[Collection entries]
■ ■ ■ ■ ■
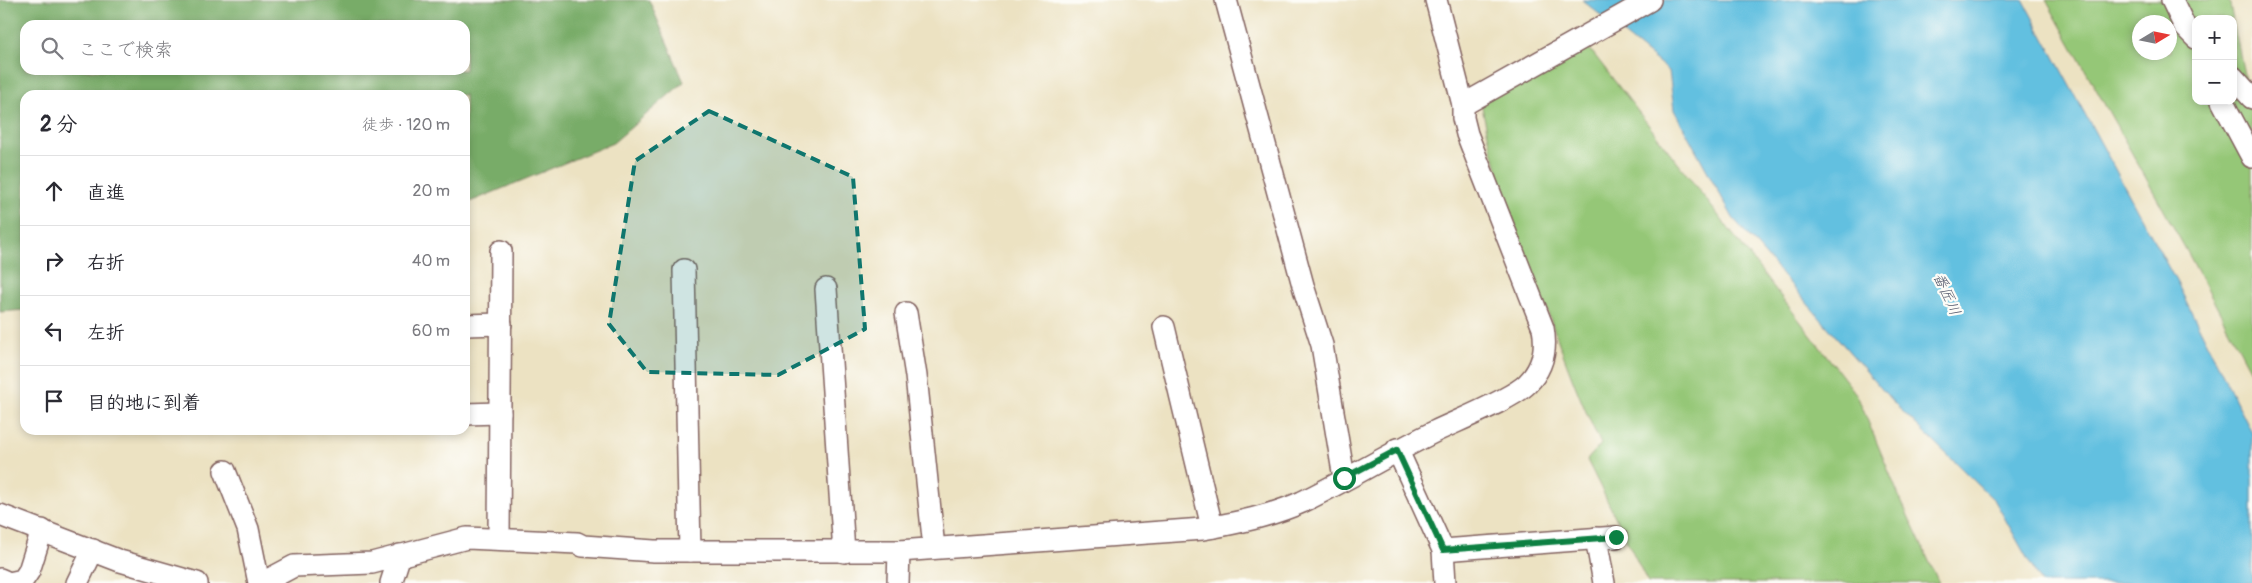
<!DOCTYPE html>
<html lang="ja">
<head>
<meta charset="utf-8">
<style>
	:root { --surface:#fff; --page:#f2f2f3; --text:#2b2b33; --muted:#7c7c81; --line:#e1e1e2 }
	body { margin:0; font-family:Pangolin,"Klee One",sans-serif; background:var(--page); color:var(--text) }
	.controls { position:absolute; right:15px; top:15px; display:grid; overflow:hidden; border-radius:10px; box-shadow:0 2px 8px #0003 }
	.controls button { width:45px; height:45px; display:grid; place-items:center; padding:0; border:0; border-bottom:1px solid var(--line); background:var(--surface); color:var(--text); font:25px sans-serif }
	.compass { position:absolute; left:2132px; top:15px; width:45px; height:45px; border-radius:50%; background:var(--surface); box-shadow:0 2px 8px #0003; rotate:80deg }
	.stop { position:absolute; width:15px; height:15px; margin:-11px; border:4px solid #0b8043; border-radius:50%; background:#fff }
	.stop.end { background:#0b8043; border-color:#fff; box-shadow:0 1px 5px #0008 }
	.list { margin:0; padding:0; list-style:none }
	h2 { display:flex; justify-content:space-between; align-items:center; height:65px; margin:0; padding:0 20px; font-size:21px }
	h2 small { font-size:16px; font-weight:400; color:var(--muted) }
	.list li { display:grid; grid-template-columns:32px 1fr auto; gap:15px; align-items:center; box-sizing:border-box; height:70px; padding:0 20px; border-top:1px solid var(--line) }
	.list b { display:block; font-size:19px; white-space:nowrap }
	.list em { font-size:16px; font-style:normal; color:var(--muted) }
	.icon { flex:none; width:28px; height:28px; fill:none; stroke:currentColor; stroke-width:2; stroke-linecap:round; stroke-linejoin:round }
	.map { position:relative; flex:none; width:2252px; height:583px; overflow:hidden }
	.search { position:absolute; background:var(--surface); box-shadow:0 2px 8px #0003; left:20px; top:20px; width:450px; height:55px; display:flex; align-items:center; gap:12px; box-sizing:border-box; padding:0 18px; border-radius:15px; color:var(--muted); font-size:19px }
	.panel { position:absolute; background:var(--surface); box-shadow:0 2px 8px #0003; left:20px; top:90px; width:450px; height:345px; border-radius:15px }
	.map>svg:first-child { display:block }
	.green { fill:#95c777; stroke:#707351; fill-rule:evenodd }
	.forest { fill:#78ac68; stroke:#61664a; fill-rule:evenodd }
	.water { fill:#62c0e0; stroke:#567086 }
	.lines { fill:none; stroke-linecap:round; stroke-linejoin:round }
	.minor-casing { stroke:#836360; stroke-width:24 }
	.minor { stroke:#fff; stroke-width:21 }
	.route { stroke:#0b8043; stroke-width:6 }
	.marked { fill:#0f766e; fill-opacity:0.2; stroke:#0f766e; stroke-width:4; stroke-dasharray:10 6; stroke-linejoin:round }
	.labels { text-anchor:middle; stroke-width:4.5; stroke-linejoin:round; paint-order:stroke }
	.water-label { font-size:15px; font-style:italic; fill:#52576a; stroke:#fdfcf7 }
</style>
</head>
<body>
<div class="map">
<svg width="2252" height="583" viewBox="0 0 2252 583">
	<rect width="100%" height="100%" fill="#fdfcf7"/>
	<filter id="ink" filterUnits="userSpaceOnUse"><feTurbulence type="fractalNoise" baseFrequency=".02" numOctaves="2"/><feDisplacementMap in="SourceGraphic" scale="10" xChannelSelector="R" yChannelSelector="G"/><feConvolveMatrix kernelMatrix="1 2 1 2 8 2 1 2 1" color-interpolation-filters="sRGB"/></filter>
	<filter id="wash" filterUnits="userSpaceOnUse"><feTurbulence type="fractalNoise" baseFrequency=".0096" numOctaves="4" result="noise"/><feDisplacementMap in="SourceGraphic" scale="20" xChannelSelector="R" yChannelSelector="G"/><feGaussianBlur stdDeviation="1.12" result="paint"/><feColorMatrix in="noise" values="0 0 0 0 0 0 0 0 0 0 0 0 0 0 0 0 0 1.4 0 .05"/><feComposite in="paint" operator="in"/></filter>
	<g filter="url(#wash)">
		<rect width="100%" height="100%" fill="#ece2c2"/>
		<g class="green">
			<path d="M2046,0h183l4,19h-37v82h37v-81l19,94v259l-63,-118zM2140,22h30v30h-30z"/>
			<path d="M1586,44l271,351 42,101 40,87h-291l-61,-123 14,-16c-21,-42 -37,-87 -53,-131 -27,-69 -53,-138 -67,-211z"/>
		</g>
		<path class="forest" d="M0,0h649l35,82 -71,61 -148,61v-109h-440v215l-25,2zM25,25h440v45h-440z"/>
		<path class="water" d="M1582,0h191l3,2v-2h247l154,283 75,150v150h-211l-46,-82 -102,-99 -160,-184 -59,-108 -5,-39z"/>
	</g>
	<g filter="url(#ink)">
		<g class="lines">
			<g class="minor-casing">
				<g id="minor">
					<path d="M1226,0l78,289 18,56 22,133"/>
					<path d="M1436,0l27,105"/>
					<path d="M2172,0l13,27 11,11"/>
					<path d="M2233,77l19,21"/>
					<path d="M2222,101l30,56"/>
					<path d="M684,270l6,281"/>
					<path d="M826,289l18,263"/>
					<path d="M906,313l10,63 18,172"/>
					<path d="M465,325l36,-1"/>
					<path d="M1164,327l48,200"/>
					<path d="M465,414l35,-1"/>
					<path d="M1397,449l46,101 2,33"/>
					<path d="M225,471l23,58 11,54"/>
					<path d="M0,515l120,46 77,22"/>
					<path d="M499,538l2,-287"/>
					<path d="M1596,538l8,45"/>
					<path d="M1443,550l173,-13"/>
					<path d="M0,579l9,4 14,-3 6,-9 13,-41"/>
					<path d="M77,583l16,-33"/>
					<path d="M262,583l32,-17 78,-3 95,-25 110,5 6,3 71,5h245l304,-22c33,-6 68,-13 99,-27 45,-22 89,-49 134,-71 23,-11 76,-32 91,-47 16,-16 20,-35 16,-56l-76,-194 -4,-16v-13l187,-105"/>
					<path d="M391,583l9,-28"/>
					<path d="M898,583l1,-32"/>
				</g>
			</g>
			<use href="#minor" class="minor"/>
		</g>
	</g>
	<g class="lines" filter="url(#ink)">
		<path class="route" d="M1344,478l53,-28 46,100 173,-13"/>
	</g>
	<path class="marked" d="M709,111l144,66 12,152 -87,46 -131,-3 -38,-48 26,-163z"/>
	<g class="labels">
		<g class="water-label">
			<text transform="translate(1947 294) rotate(66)" y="5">番匠川</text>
		</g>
	</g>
</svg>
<div class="controls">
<button>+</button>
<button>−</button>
</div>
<svg class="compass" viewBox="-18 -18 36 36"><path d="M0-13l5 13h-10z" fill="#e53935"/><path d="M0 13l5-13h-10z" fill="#7c7c81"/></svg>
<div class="stop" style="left:1344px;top:478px"></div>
<div class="stop end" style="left:1616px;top:537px"></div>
<div class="search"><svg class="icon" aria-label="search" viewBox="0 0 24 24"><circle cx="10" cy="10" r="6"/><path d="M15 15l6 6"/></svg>ここで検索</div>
<section class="panel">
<h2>2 分<small>徒歩 · 120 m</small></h2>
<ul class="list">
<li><svg class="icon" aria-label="ahead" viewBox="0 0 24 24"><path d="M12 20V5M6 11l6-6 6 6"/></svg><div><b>直進</b></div><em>20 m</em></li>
<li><svg class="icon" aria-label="right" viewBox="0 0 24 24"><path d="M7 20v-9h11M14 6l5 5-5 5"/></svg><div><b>右折</b></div><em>40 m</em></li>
<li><svg class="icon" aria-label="left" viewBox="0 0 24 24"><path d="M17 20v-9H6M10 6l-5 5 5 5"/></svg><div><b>左折</b></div><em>60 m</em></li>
<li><svg class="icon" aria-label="arrive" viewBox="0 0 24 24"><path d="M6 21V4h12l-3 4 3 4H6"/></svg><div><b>目的地に到着</b></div></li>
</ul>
</section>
</div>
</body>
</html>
■ ■ ■ ■ ■
■ **REQUIRED ACTION**: All lines in the records with the string "fractalNoise" should be copied out.

■ **RESULT**:
	<filter id="ink" filterUnits="userSpaceOnUse"><feTurbulence type="fractalNoise" baseFrequency=".02" numOctaves="2"/><feDisplacementMap in="SourceGraphic" scale="10" xChannelSelector="R" yChannelSelector="G"/><feConvolveMatrix kernelMatrix="1 2 1 2 8 2 1 2 1" color-interpolation-filters="sRGB"/></filter>
	<filter id="wash" filterUnits="userSpaceOnUse"><feTurbulence type="fractalNoise" baseFrequency=".0096" numOctaves="4" result="noise"/><feDisplacementMap in="SourceGraphic" scale="20" xChannelSelector="R" yChannelSelector="G"/><feGaussianBlur stdDeviation="1.12" result="paint"/><feColorMatrix in="noise" values="0 0 0 0 0 0 0 0 0 0 0 0 0 0 0 0 0 1.4 0 .05"/><feComposite in="paint" operator="in"/></filter>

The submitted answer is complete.